Ganteaume's expedition of 1795 was a French naval operation in the Aegean Sea in the autumn of 1795 during the French Revolutionary Wars. Commanded by Commodore Honoré Ganteaume in the ship of the line Républicain, with a squadron of four frigates and two corvettes, the French force was ordered to attack First Coalition shipping in the Aegean Sea. The principal target was the Ottoman city of Smyrna, the most significant trading port of the region, Ganteaume ordered to prey on merchant shipping sailing for European destinations and in particular a large convoy due to sail to Britain.
Ganteaume sailed at the end of September 1795, narrowly avoiding contact with British naval squadrons sailing through the Sea of Sardinia. His squadron missed the Smyrna convoy, which passed westwards in late September and was successfully attacked by a different French squadron at the action of 7 October 1795. After a brief stop at Tunis, Ganteaume reached Smyrna and there lifted a British blockade of a French frigate squadron in the harbour. Cruising during November, Ganteaume caused damage to Russian, British and Neapolitan merchant shipping.
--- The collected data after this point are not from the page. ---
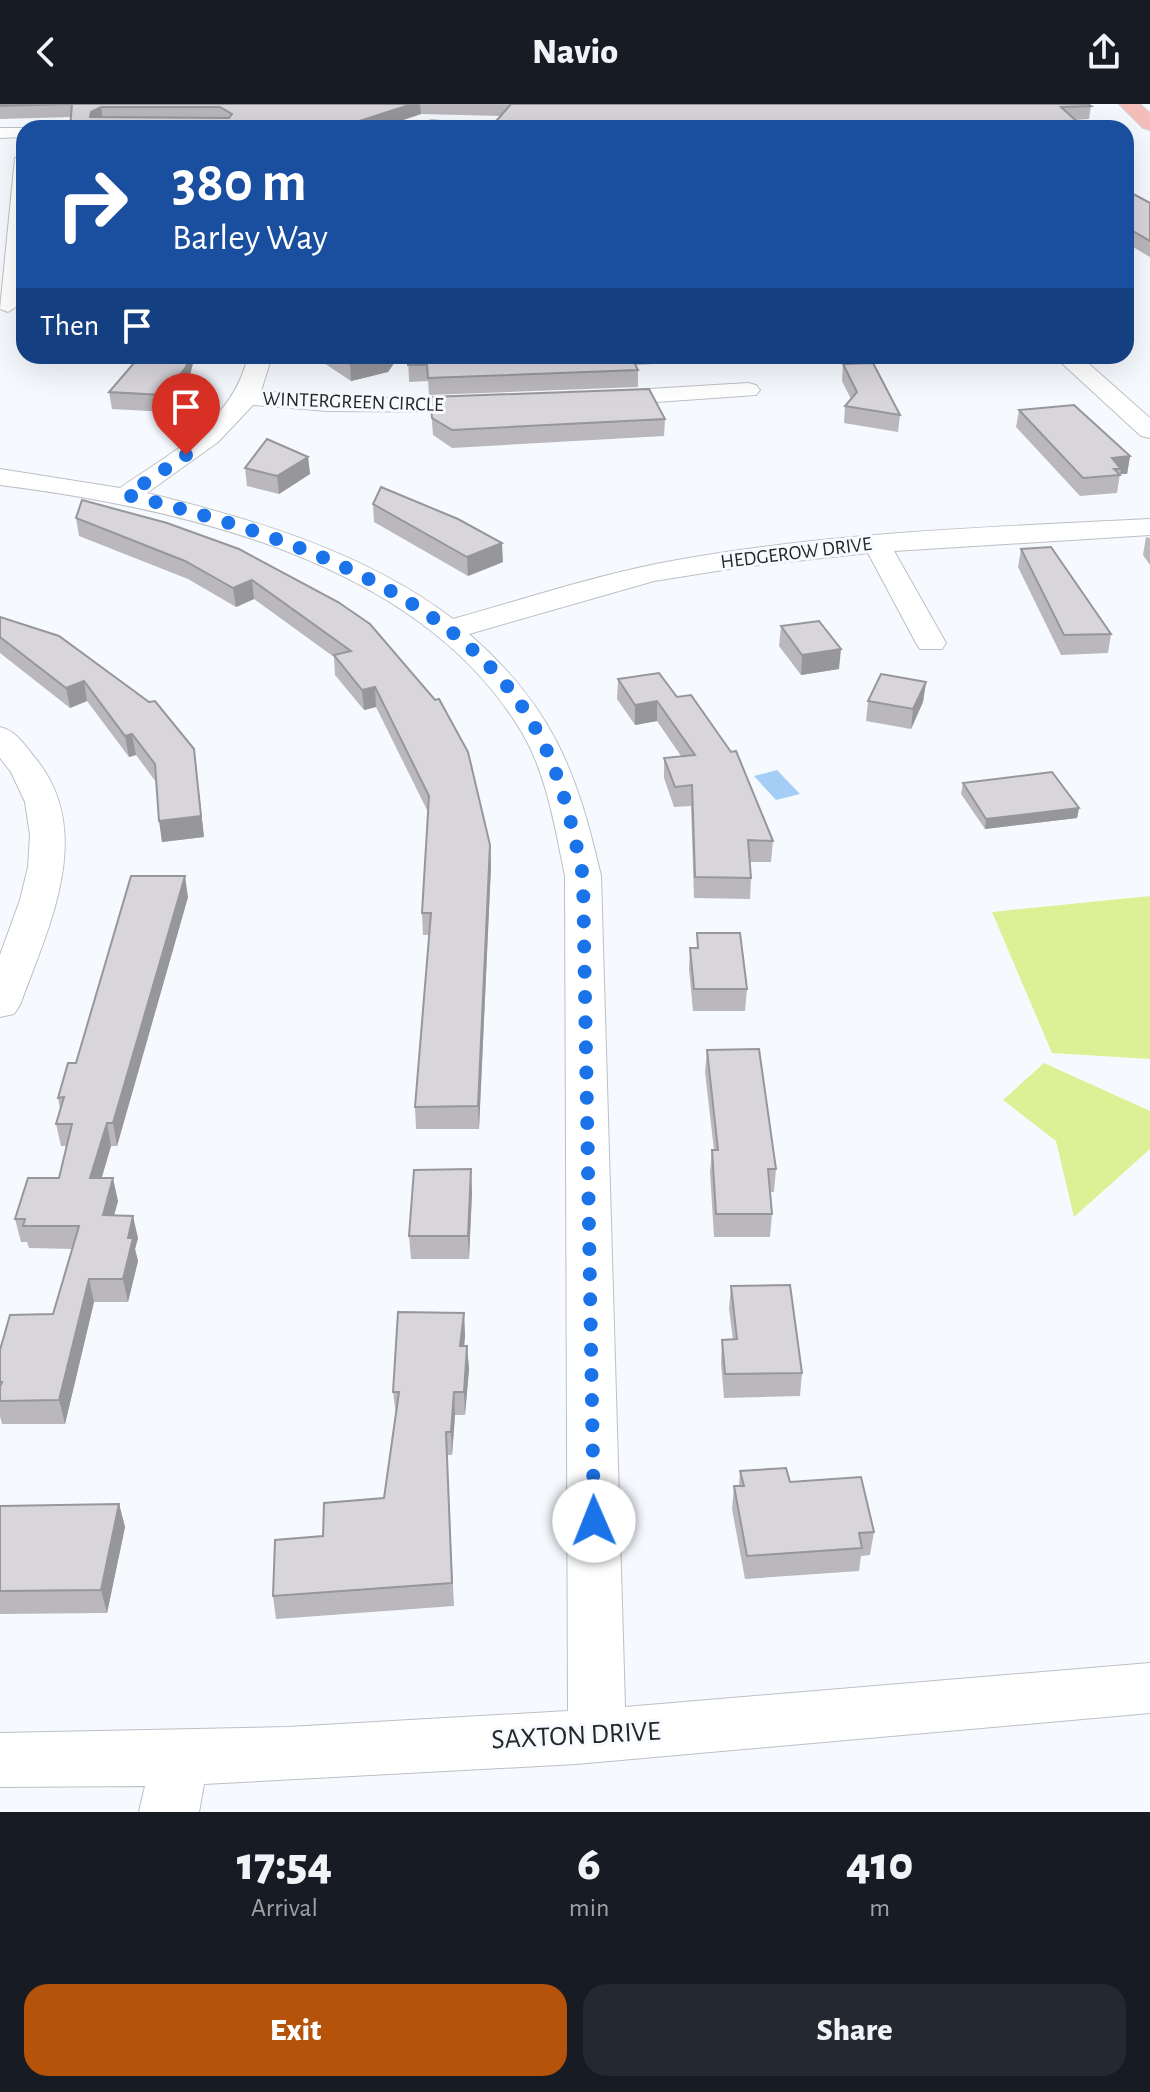 <!DOCTYPE html>
<style>
:root{--surface:#171b24;--page:#242831;--text:#f1f3f6;--muted:#9ea1a6;--accent:#b45309}
body{margin:0;font-family:"Alegreya Sans",sans-serif;background:var(--page);color:var(--text);height:100vh;display:flex;flex-direction:column;font-size:30px;white-space:nowrap}
*{box-sizing:border-box;margin:0}
p{font-size:26px;color:var(--muted)}
.icon{flex:none;width:44px;height:44px;fill:none;stroke:currentColor;stroke-width:2;stroke-linecap:round;stroke-linejoin:round}
.map{position:relative;height:1708px;overflow:hidden}
.sheet{display:flex;flex-direction:column;background:var(--surface);flex:1}
.sheet>*{flex:none}
.banner{position:absolute;left:16px;top:16px;width:1118px;height:244px;border-radius:24px;box-shadow:0 8px 32px #0002;background:#1a4fa0;color:#fff;overflow:hidden}
.pin{position:absolute;display:grid;place-items:center;width:68px;height:68px;color:#fff;margin:-82px -34px;border-radius:50% 50% 50% 0;rotate:-45deg;box-shadow:0 0 8px #0007}
.pin .icon{rotate:45deg}
.me{position:absolute;width:88px;margin:-44px;rotate:359deg;stroke-linejoin:round;filter:drop-shadow(0 0 6px #0008)}
.turn{display:flex;align-items:center;gap:28px;height:168px;padding:0 24px;font-size:36px}
.turn .icon{width:104px;height:104px;stroke-width:2.5}
.turn b{display:block;font-size:56px;line-height:68px}
.then{display:flex;align-items:center;height:76px;padding:0 24px;background:#0003;gap:16px;font-size:30px}
.eta{display:flex;justify-content:space-evenly;align-items:center;height:136px;text-align:center}
.eta b{font-size:48px;font-weight:800;line-height:56px}
.button{display:flex;gap:16px;margin-top:auto;padding:16px 24px}
.button a{flex:1;height:92px;border-radius:24px;background:var(--accent);color:#fff;font-size:32px;font-weight:800;line-height:92px;text-align:center}
.button a+a{background:var(--page);color:var(--text)}
header{display:flex;justify-content:space-between;align-items:center;height:104px;padding:0 24px;background:var(--surface);font-size:36px;font-weight:800}
.map>svg:first-child{display:block}
.green{fill:#dcf095}
.water{fill:#a4cef6}
.lines{fill:none;stroke-linecap:round;stroke-linejoin:round}
.minor-casing{stroke:#bcc0c5;stroke-width:2}
.major-casing{stroke:#d8d8d8;stroke-width:2}
.minor{fill:#fff;fill-rule:evenodd}
.major{fill:#f6beba;fill-rule:evenodd}
.wall{fill:#bab8bc}
.shaded-wall{fill:#979699}
.building{fill:#d8d6db;stroke:#979699;stroke-width:2;fill-rule:evenodd}
.route{stroke:#1a73e8;stroke-width:14;stroke-dasharray:0 25.2}
.labels{text-anchor:middle;dominant-baseline:central;stroke-width:6;stroke-linejoin:round;paint-order:stroke}
.far-street-label{font-size:20px;fill:#262729;stroke:#f6faff}
.near-street-label{font-size:28px;fill:#262729;stroke:#f6faff}
</style>
<header><svg class="icon" aria-label="back" viewBox="0 0 24 24"><path d="M15 5l-7 7 7 7"/></svg>Navio<svg class="icon" aria-label="share" viewBox="0 0 24 24"><path d="M12 15V3M7 8l5-5 5 5M5 13v7h14v-7"/></svg></header>
<div class="map">
<svg width="1150" height="1708" viewBox="0 0 1150 1708">
<rect width="100%" height="100%" fill="#f6faff"/>
<!-- green -->
<g class="green">
<path d="M1150,792V955L1052,949L992,808Z"/>
<path d="M1044,959L1150,1007V1045L1074,1113L1056,1037L1003,996Z"/>
</g>
<!-- water -->
<path class="water" d="M777,666L800,690L776,696L754,672Z"/>
<g class="lines">
<defs>
<g id="minor">
<path d="M432,16L458,19L467,24H406Z"/>
<path d="M0,24H29H24V33L0,34Z"/>
<path d="M24,49V148L19,201L8,208L0,205L15,54Z"/>
<path d="M248,252H272L261,287L328,293L491,296L494,301L491,306L482,308L328,307L253,301L218,338L147,389C253,415 365,448 453,515C529,494 605,468 683,455C837,428 994,423 1150,415V431L894,447L946,539L942,545H920L916,539L868,449L742,463L654,477L469,530C552,602 577,667 601,772L625,1603L1150,1559V1609L576,1660L204,1680L199,1708H139L145,1682L0,1683V1629L288,1623L568,1607L565,772C555,724 547,670 521,627C419,457 182,404 0,381V365L120,384C173,347 233,318 248,252Z"/>
<path d="M1054,252H1080L1150,314V334L1141,332Z"/>
<path d="M748,279L756,281L760,286L756,291L599,302L587,295L599,288Z"/>
<path d="M0,623C17,627 25,642 36,655C96,729 48,824 20,901L14,910L0,913V851L20,796L28,763L30,731L25,698L11,668L0,654Z"/>
</g>
<path id="major" d="M1119,0H1140L1150,9V26L1143,24Z"/>
</defs>
<!-- minor casing -->
<use href="#minor" class="minor-casing"/>
<!-- major casing -->
<use href="#major" class="major-casing"/>
<!-- minor -->
<use href="#minor" class="minor"/>
<!-- major -->
<use href="#major" class="major"/>
</g>
<!-- wall -->
<g class="wall">
<path d="M0,0H1088L1091,2L1089,15L1075,16L501,12L421,10L379,24H70L71,13L0,15Z"/>
<path d="M1126,86L1150,99V153L1126,139Z"/>
<path d="M323,252H399L388,268L351,277L324,259Z"/>
<path d="M408,252H712V257L635,261L638,266V283L429,291L428,277L409,278Z"/>
<path d="M843,260L900,311L898,328L844,319L845,302L851,295L842,277Z"/>
<path d="M188,279L167,308L112,305L109,288Z"/>
<path d="M430,293L665,315L664,332L452,344L433,331Z"/>
<path d="M1019,306L1130,352L1127,370H1120L1117,389L1080,392L1016,323Z"/>
<path d="M308,353L310,370L279,390L247,382L245,364Z"/>
<path d="M373,400L503,458L468,472L374,418Z"/>
<path d="M76,414L338,498L490,741L491,762L479,1025H416L415,1003L429,831H423L422,809L428,708L376,603L364,606L335,571L334,553L254,495L236,503L188,475L79,432Z"/>
<path d="M1146,433L1150,434V461L1143,451Z"/>
<path d="M1021,445L1111,530L1108,549L1061,551L1018,463Z"/>
<path d="M0,513L194,645L204,733L162,738L156,678L136,651L129,653L87,597L70,604L0,549Z"/>
<path d="M781,522L839,565L801,571L779,542Z"/>
<path d="M659,569L773,737L771,758H750L751,774L750,795L694,794L691,702L674,703L664,674V654L681,652L657,617L635,621L617,595L618,575Z"/>
<path d="M926,578L923,598L911,625L866,617L868,597Z"/>
<path d="M963,679L1079,704L1077,714L985,725L961,690Z"/>
<path d="M188,793L117,1042H111L101,1074L118,1097L114,1111L138,1134L135,1145L138,1157L128,1198H94L65,1320H2L0,1312V1246L53,1210L72,1145L29,1144L27,1138H21L15,1115L59,1074L66,1042H61L56,1020L60,1005L58,994L76,959Z"/>
<path d="M697,829L747,885L745,907H693L689,865L690,844H697Z"/>
<path d="M707,946L776,1065L774,1088H770L772,1110L770,1133H714L710,1068L712,1046H714L705,968Z"/>
<path d="M472,1088L469,1155H411L409,1132Z"/>
<path d="M731,1182L802,1269L800,1292L724,1294L721,1259L722,1236H733L729,1205Z"/>
<path d="M464,1209L465,1232L464,1242H467L469,1265L465,1311H455L452,1351H447L454,1502L276,1515L273,1492L323,1432L384,1394L396,1311L393,1288Z"/>
<path d="M740,1367L790,1378L874,1428L870,1451L861,1452L859,1467L745,1475L732,1405L734,1382H739Z"/>
<path d="M119,1400L125,1423L107,1509L0,1510V1402Z"/>
</g>
<!-- shaded-wall -->
<g class="shaded-wall">
<path d="M412,0H420L421,10L379,24H338Z"/>
<path d="M101,3L103,16L90,13L91,8Z"/>
<path d="M189,252H195L188,279L167,308L164,291Z"/>
<path d="M384,252H399L388,268L351,277L350,260Z"/>
<path d="M1130,352L1127,370H1120L1121,365L1112,354Z"/>
<path d="M308,353L310,370L279,390L277,372Z"/>
<path d="M502,439L503,458L468,472L467,453Z"/>
<path d="M252,476L254,495L236,503L233,484Z"/>
<path d="M841,545L839,565L801,571L802,551Z"/>
<path d="M84,577L87,597L70,604L66,584Z"/>
<path d="M926,578L923,598L911,625L913,605Z"/>
<path d="M375,583L376,603L364,606L362,586Z"/>
<path d="M657,597V617L635,621V601Z"/>
<path d="M132,630L136,651L129,653L125,632Z"/>
<path d="M194,645L204,733L162,738L159,717Z"/>
<path d="M1079,704L1077,714L985,725L986,715Z"/>
<path d="M490,741L491,762L479,1025L478,1002Z"/>
<path d="M185,772L188,793L117,1042L113,1019Z"/>
<path d="M107,1019L111,1042L95,1097L90,1074Z"/>
<path d="M471,1065L472,1088L469,1155L468,1132Z"/>
<path d="M113,1074L118,1097L108,1134L103,1111Z"/>
<path d="M133,1112L138,1134L135,1145L138,1157L128,1198L123,1175L128,1134Z"/>
<path d="M89,1175L94,1198L65,1320L59,1296Z"/>
<path d="M464,1209L465,1232L462,1265L460,1242Z"/>
<path d="M467,1242L469,1265L465,1311L464,1288Z"/>
<path d="M454,1288L455,1311L452,1351L451,1328Z"/>
<path d="M119,1400L125,1423L107,1509L101,1486Z"/>
</g>
<!-- building -->
<g class="building">
<path d="M0,0H412L338,24H70L72,0L0,2ZM101,3H220L232,10L229,14L90,13L91,8Z"/>
<path d="M511,0H1088L1091,2L1061,3L1084,24H490Z"/>
<path d="M1126,86L1150,99V137L1126,123Z"/>
<path d="M140,252H189L186,263L164,291L109,288Z"/>
<path d="M337,252H384L350,260Z"/>
<path d="M408,252H631L638,266L428,274L427,261H408Z"/>
<path d="M873,259L900,311L845,302L857,288L843,260Z"/>
<path d="M649,285L665,315L452,326L432,314L430,293Z"/>
<path d="M1074,301L1130,352L1112,354L1121,365H1114L1120,371L1083,374L1019,306Z"/>
<path d="M267,335L308,353L277,372L245,364Z"/>
<path d="M381,383L458,415L502,439L467,453L373,400Z"/>
<path d="M82,396L167,419L239,445L338,498L370,520L435,596L439,595L468,648L490,741L478,1002L415,1003L431,809H422L429,692L375,583L362,586L334,551L351,547L252,476L233,484L185,457L76,414Z"/>
<path d="M1051,443L1111,530L1064,531L1021,445Z"/>
<path d="M0,513L59,532L149,598L155,597L194,645L201,712L159,717L155,660L132,630L125,632L84,577L66,584L0,533Z"/>
<path d="M819,517L841,545L802,551L781,522Z"/>
<path d="M659,569L677,593L691,591L731,648L736,647L773,737L748,736L751,774L695,773L692,681L675,683L664,654L695,651L657,597L635,601L618,575Z"/>
<path d="M881,570L926,578L913,605L868,597Z"/>
<path d="M1052,668L1079,704L986,715L963,679Z"/>
<path d="M131,772H185L113,1019H107L90,1074H113L103,1111L133,1112L128,1134H133L123,1175H89L59,1296L0,1297V1283L2,1278H0V1246L10,1211L53,1210L79,1122H23L25,1115H15L28,1074H59L72,1020H56L64,993L58,994L68,959H76Z"/>
<path d="M697,829H740L747,885H694L690,844H698Z"/>
<path d="M759,945L776,1065H768L772,1110H716L712,1046H718L707,946Z"/>
<path d="M471,1065L468,1132H409L414,1066Z"/>
<path d="M790,1181L802,1269L725,1270L722,1236L737,1235L731,1182Z"/>
<path d="M398,1208L464,1209L460,1242H467L464,1288H454L451,1328H446L452,1479L273,1492L275,1436L323,1432L324,1399L384,1394L399,1288H393Z"/>
<path d="M786,1364L790,1378L861,1373L874,1428L859,1429L862,1444L747,1452L734,1382H744L740,1367Z"/>
<path d="M119,1400L101,1486L0,1487V1402Z"/>
</g>
<g class="lines">
<!-- route -->
<path class="route" d="M186,351L127,391C271,426 462,487 537,627C562,673 572,721 583,772L594,1417"/>
</g>
<g class="labels">
<!-- far-street labels -->
<g class="far-street-label">
<text transform="translate(353 298) rotate(2)">WINTERGREEN CIRCLE</text>
<text transform="translate(796 449) rotate(-7)">HEDGEROW DRIVE</text>
</g>
<!-- near-street labels -->
<g class="near-street-label">
<text transform="translate(576 1632) rotate(-3)">SAXTON DRIVE</text>
</g>
</g>
</svg>
<div class="pin" style="left:186px;top:351px;background:#d93025"><svg class="icon" aria-label="arrive" viewBox="0 0 24 24"><path d="M6 21V4h12l-3 4 3 4H6"/></svg></div>
<svg class="me" style="left:594px;top:1417px" viewBox="-20 -20 40 40"><circle r="19" fill="#fff"/><path d="M0-13L10 11 0 6-10 11z" fill="#1a73e8"/></svg>
<div class="banner">
<div class="turn"><svg class="icon" aria-label="right" viewBox="0 0 24 24"><path d="M7 20v-9h11M14 6l5 5-5 5"/></svg><div><b>380 m</b>Barley Way</div></div>
<div class="then">Then<svg class="icon" aria-label="arrive" viewBox="0 0 24 24"><path d="M6 21V4h12l-3 4 3 4H6"/></svg></div>
</div>
</div>
<section class="sheet">
<div class="eta">
<div><b>17:54</b><p>Arrival</p></div>
<div><b>6</b><p>min</p></div>
<div><b>410</b><p>m</p></div>
</div>
<div class="button"><a>Exit</a><a>Share</a></div>
</section>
Caught in a gale, one of Ganteaume's frigates was badly damaged and while effecting repairs at the Dardanelles he learned that a British squadron under Thomas Troubridge was searching for him in the Aegean. Sending a corvette to Koroni to distract the British, Ganteaume slipped away, evading British forces to return safely to Toulon in February 1796. Some of his ships were detached to Tunis and were captured there by the British in March. The British naval position in the Mediterranean steadily became untenable over the following year, and by the end of 1796 the entire British fleet had withdrawn to an anchorage in the Tagus.